Updated: Jul 20, 2023

An ice skating rink  at Christmas with London's Natural History Museum in the background with people wandering under the twinkling lights, featured in how holiday travel will absolutely change your life on Manifesting Travel.
London's Natural History Museum Ice Rink. Photo courtesy of the National History Museum.

Tell me if this sounds familiar. There you are in your favorite fuzzy socks with steam curling from your favorite mug, your fireplace is crackling, Bing Crosby is crooning and there is pure magic in the air. It’s the most wonderful time of the year, or so you thought.

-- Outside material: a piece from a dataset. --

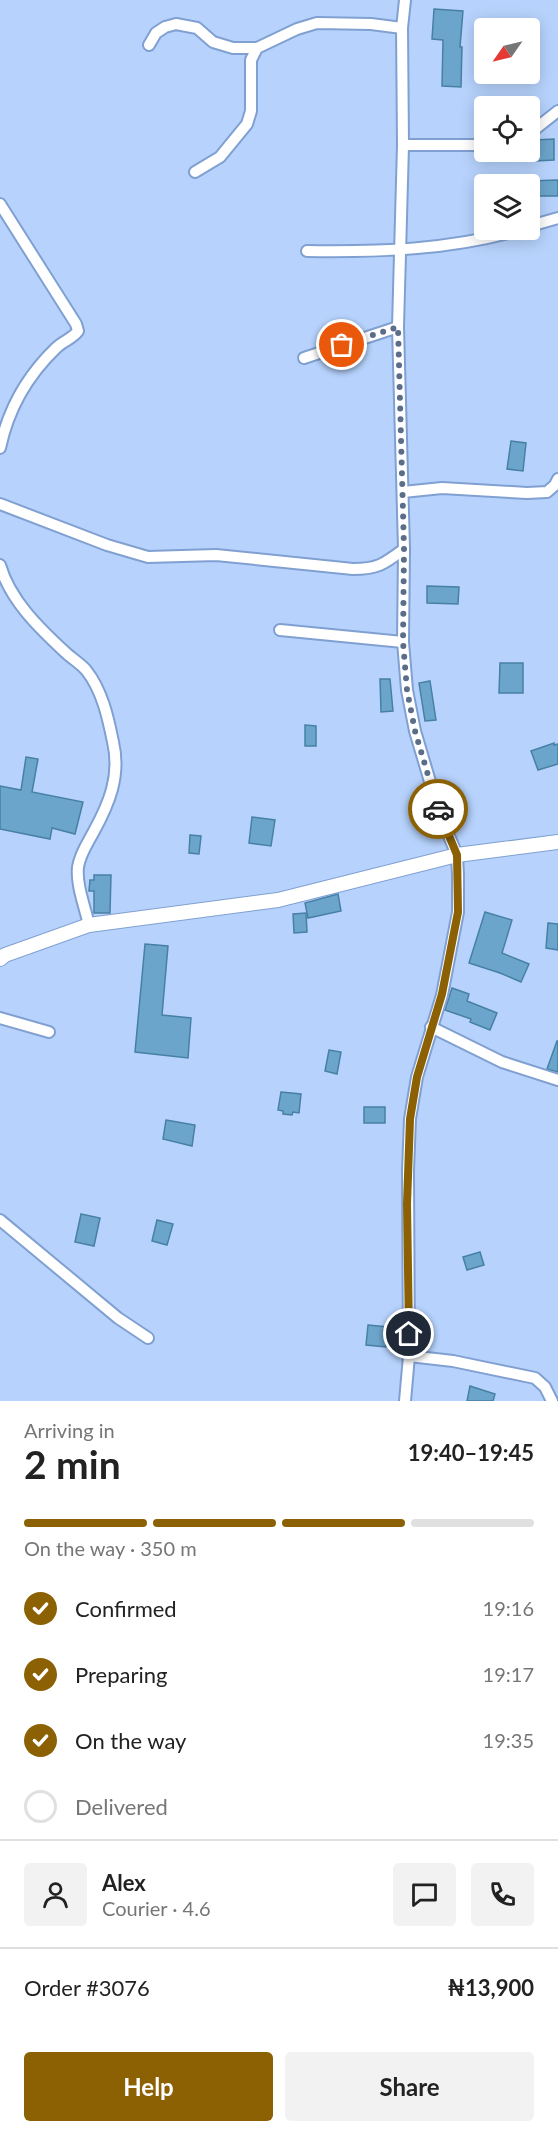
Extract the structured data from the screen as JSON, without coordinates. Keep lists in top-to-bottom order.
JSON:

Pretty soon, you’re buried in thoughts of turkey shortages, shipping delays, Secret Santa gifts, burnt soufflés, what to serve your vegan uncle, school musical schedules and wondering if pumpkin pie really is an aphrodisiac. You just want a festive, joyful and fulfilling holiday season where you spend quality time with the ones you love, without getting elbowed in the checkout line at Kohls. And you know what? You can have that and so much more.

So let me tell you why the holidays are the best time to travel, because in all honesty, it will absolutely change your life.

A Christmas market in Strasbourg with gingerbread houses, handmade holiday decorations and toys, featured in how holiday travel will absolutely change your life on Manifesting Travel.
European Christmas markets are some of the oldest in the world. Photo courtesy of Wix.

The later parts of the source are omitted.